Exercise description -
A word-for-word copy of all entries is required, without images.

[Saved data entries]
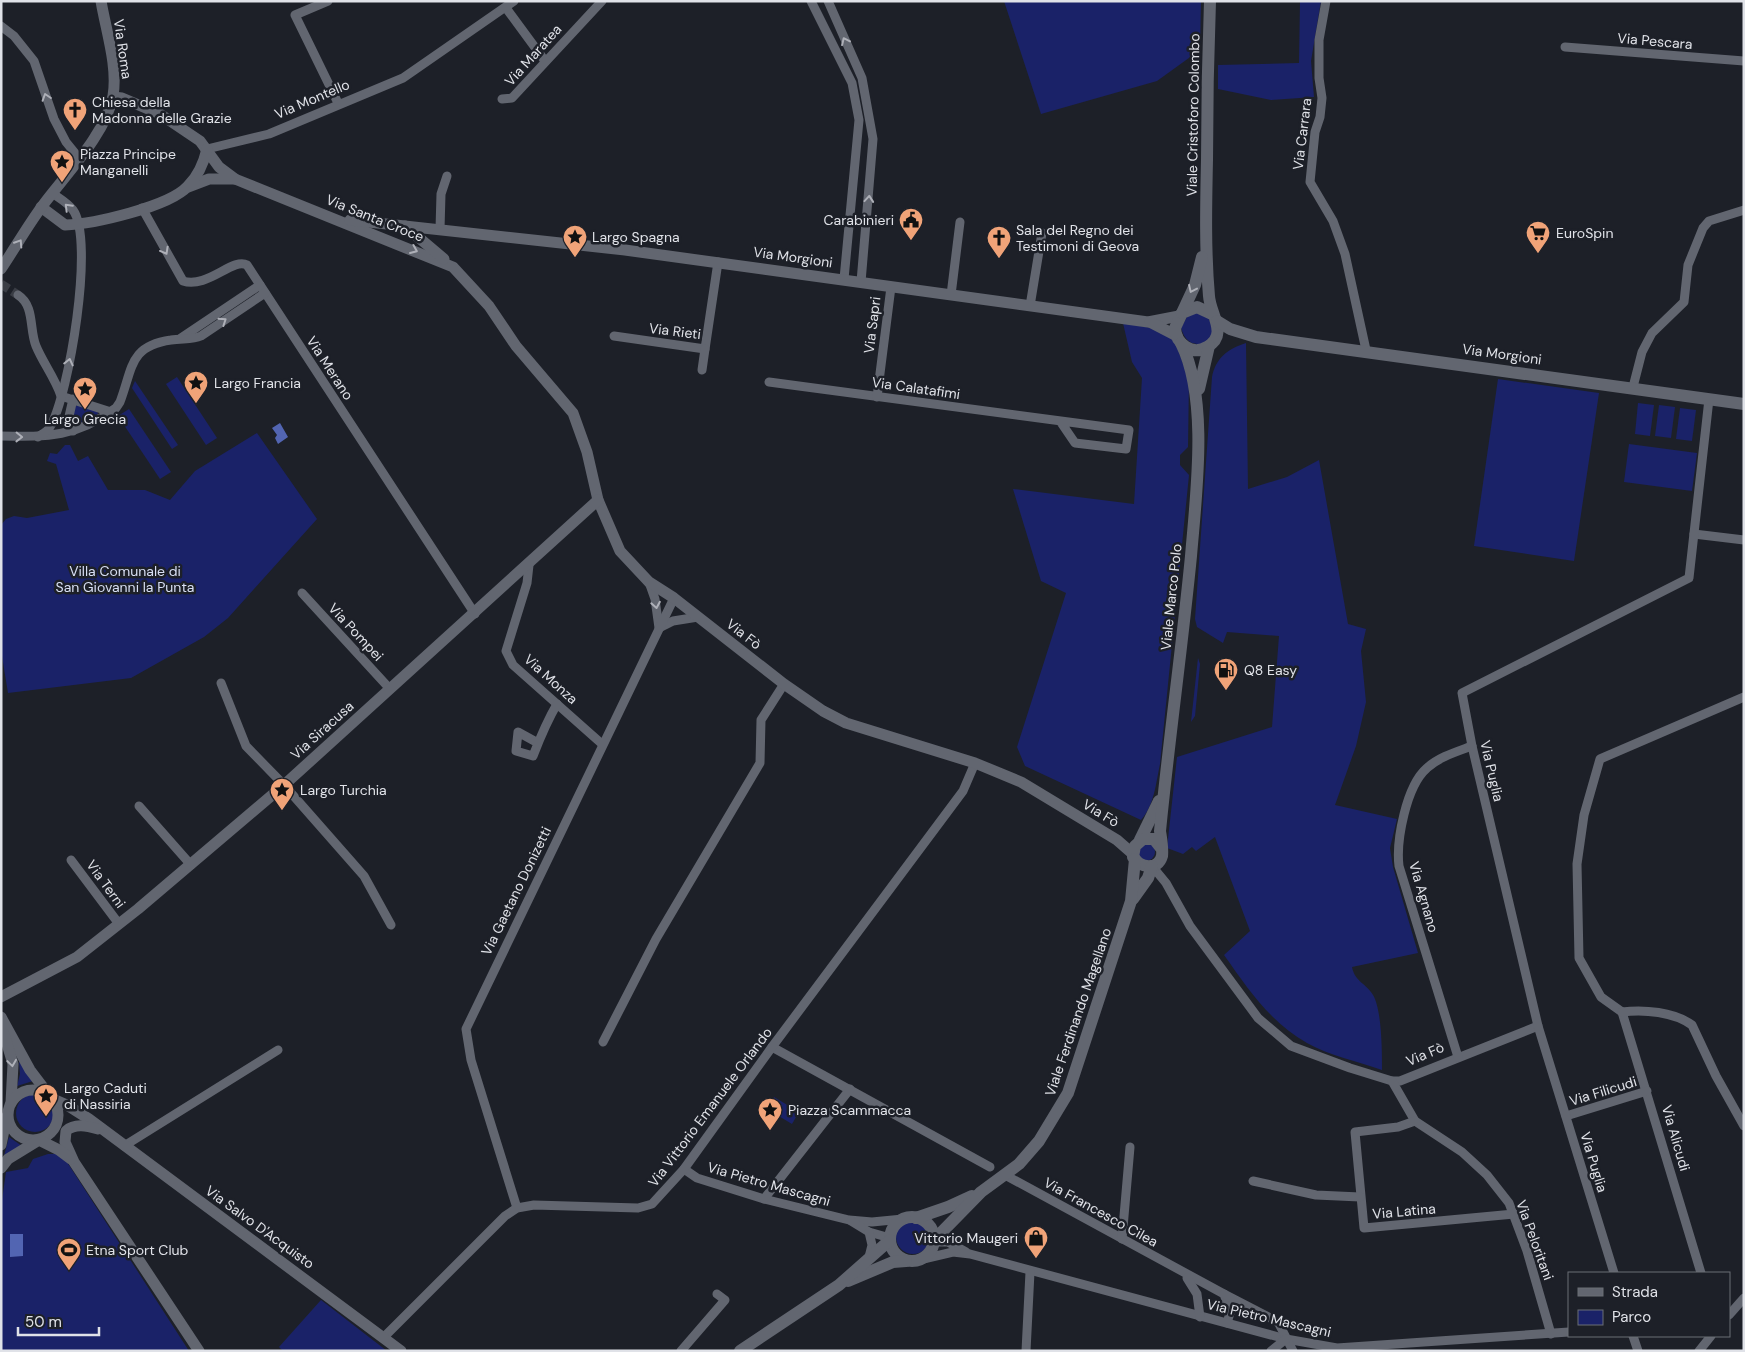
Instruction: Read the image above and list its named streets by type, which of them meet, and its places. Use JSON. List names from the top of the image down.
{
  "streets": {
    "main road": [
      "Viale Cristoforo Colombo",
      "Via Morgioni",
      "Viale Marco Polo",
      "Viale Ferdinando Magellano"
    ],
    "street": [
      "Via Pescara",
      "Via Roma",
      "Via Maratea",
      "Via Montello",
      "Via Carrara",
      "Via Santa Croce",
      "Via Sapri",
      "Via Rieti",
      "Via Merano",
      "Via Calatafimi",
      "Via Pompei",
      "Via Fò",
      "Via Monza",
      "Via Siracusa",
      "Via Puglia",
      "Via Terni",
      "Via Gaetano Donizetti",
      "Via Agnano",
      "Via Filicudi",
      "Via Vittorio Emanuele Orlando",
      "Via Alicudi",
      "Via Pietro Mascagni",
      "Via Latina",
      "Via Francesco Cilea",
      "Via Salvo D'Acquisto",
      "Via Peloritani"
    ]
  },
  "crossings": [
    ["Via Carrara", "Via Morgioni"],
    ["Via Santa Croce", "Via Morgioni"],
    ["Via Santa Croce", "Via Fò"],
    ["Via Morgioni", "Via Sapri"],
    ["Via Morgioni", "Via Rieti"],
    ["Via Morgioni", "Via Puglia"],
    ["Via Sapri", "Via Calatafimi"],
    ["Via Merano", "Via Siracusa"],
    ["Via Pompei", "Via Siracusa"],
    ["Via Fò", "Via Siracusa"],
    ["Via Fò", "Via Puglia"],
    ["Via Fò", "Via Gaetano Donizetti"],
    ["Via Fò", "Via Agnano"],
    ["Via Fò", "Via Vittorio Emanuele Orlando"],
    ["Via Fò", "Via Peloritani"],
    ["Via Monza", "Via Siracusa"],
    ["Via Monza", "Via Gaetano Donizetti"],
    ["Via Siracusa", "Via Terni"],
    ["Via Puglia", "Via Agnano"],
    ["Via Puglia", "Via Filicudi"],
    ["Via Gaetano Donizetti", "Via Vittorio Emanuele Orlando"],
    ["Viale Ferdinando Magellano", "Via Francesco Cilea"],
    ["Via Filicudi", "Via Alicudi"],
    ["Via Vittorio Emanuele Orlando", "Via Pietro Mascagni"],
    ["Via Pietro Mascagni", "Via Francesco Cilea"],
    ["Via Pietro Mascagni", "Via Peloritani"],
    ["Via Latina", "Via Peloritani"]
  ],
  "parks": ["Villa Comunale di San Giovanni la Punta"],
  "places": {
    "church": ["Chiesa della Madonna delle Grazie", "Sala del Regno dei Testimoni di Geova"],
    "place": [
      "Piazza Principe Manganelli",
      "Largo Spagna",
      "Largo Francia",
      "Largo Grecia",
      "Largo Turchia",
      "Largo Caduti di Nassiria",
      "Piazza Scammacca"
    ],
    "public building": ["Carabinieri"],
    "supermarket": ["EuroSpin"],
    "fuel station": ["Q8 Easy"],
    "shop": ["Vittorio Maugeri"],
    "sports": ["Etna Sport Club"]
  },
  "legend": ["Strada", "Parco"],
  "scale_bar": "50 m"
}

Written answer -
Instruction: Read the image above and list its named streets by type, which of them meet, and its places. Use JSON. List names from the top of the image down.
{
  "streets": {
    "main road": [
      "Viale Cristoforo Colombo",
      "Via Morgioni",
      "Viale Marco Polo",
      "Viale Ferdinando Magellano"
    ],
    "street": [
      "Via Pescara",
      "Via Roma",
      "Via Maratea",
      "Via Montello",
      "Via Carrara",
      "Via Santa Croce",
      "Via Sapri",
      "Via Rieti",
      "Via Merano",
      "Via Calatafimi",
      "Via Pompei",
      "Via Fò",
      "Via Monza",
      "Via Siracusa",
      "Via Puglia",
      "Via Terni",
      "Via Gaetano Donizetti",
      "Via Agnano",
      "Via Filicudi",
      "Via Vittorio Emanuele Orlando",
      "Via Alicudi",
      "Via Pietro Mascagni",
      "Via Latina",
      "Via Francesco Cilea",
      "Via Salvo D'Acquisto",
      "Via Peloritani"
    ]
  },
  "crossings": [
    ["Via Carrara", "Via Morgioni"],
    ["Via Santa Croce", "Via Morgioni"],
    ["Via Santa Croce", "Via Fò"],
    ["Via Morgioni", "Via Sapri"],
    ["Via Morgioni", "Via Rieti"],
    ["Via Morgioni", "Via Puglia"],
    ["Via Sapri", "Via Calatafimi"],
    ["Via Merano", "Via Siracusa"],
    ["Via Pompei", "Via Siracusa"],
    ["Via Fò", "Via Siracusa"],
    ["Via Fò", "Via Puglia"],
    ["Via Fò", "Via Gaetano Donizetti"],
    ["Via Fò", "Via Agnano"],
    ["Via Fò", "Via Vittorio Emanuele Orlando"],
    ["Via Fò", "Via Peloritani"],
    ["Via Monza", "Via Siracusa"],
    ["Via Monza", "Via Gaetano Donizetti"],
    ["Via Siracusa", "Via Terni"],
    ["Via Puglia", "Via Agnano"],
    ["Via Puglia", "Via Filicudi"],
    ["Via Gaetano Donizetti", "Via Vittorio Emanuele Orlando"],
    ["Viale Ferdinando Magellano", "Via Francesco Cilea"],
    ["Via Filicudi", "Via Alicudi"],
    ["Via Vittorio Emanuele Orlando", "Via Pietro Mascagni"],
    ["Via Pietro Mascagni", "Via Francesco Cilea"],
    ["Via Pietro Mascagni", "Via Peloritani"],
    ["Via Latina", "Via Peloritani"]
  ],
  "parks": ["Villa Comunale di San Giovanni la Punta"],
  "places": {
    "church": ["Chiesa della Madonna delle Grazie", "Sala del Regno dei Testimoni di Geova"],
    "place": [
      "Piazza Principe Manganelli",
      "Largo Spagna",
      "Largo Francia",
      "Largo Grecia",
      "Largo Turchia",
      "Largo Caduti di Nassiria",
      "Piazza Scammacca"
    ],
    "public building": ["Carabinieri"],
    "supermarket": ["EuroSpin"],
    "fuel station": ["Q8 Easy"],
    "shop": ["Vittorio Maugeri"],
    "sports": ["Etna Sport Club"]
  },
  "legend": ["Strada", "Parco"],
  "scale_bar": "50 m"
}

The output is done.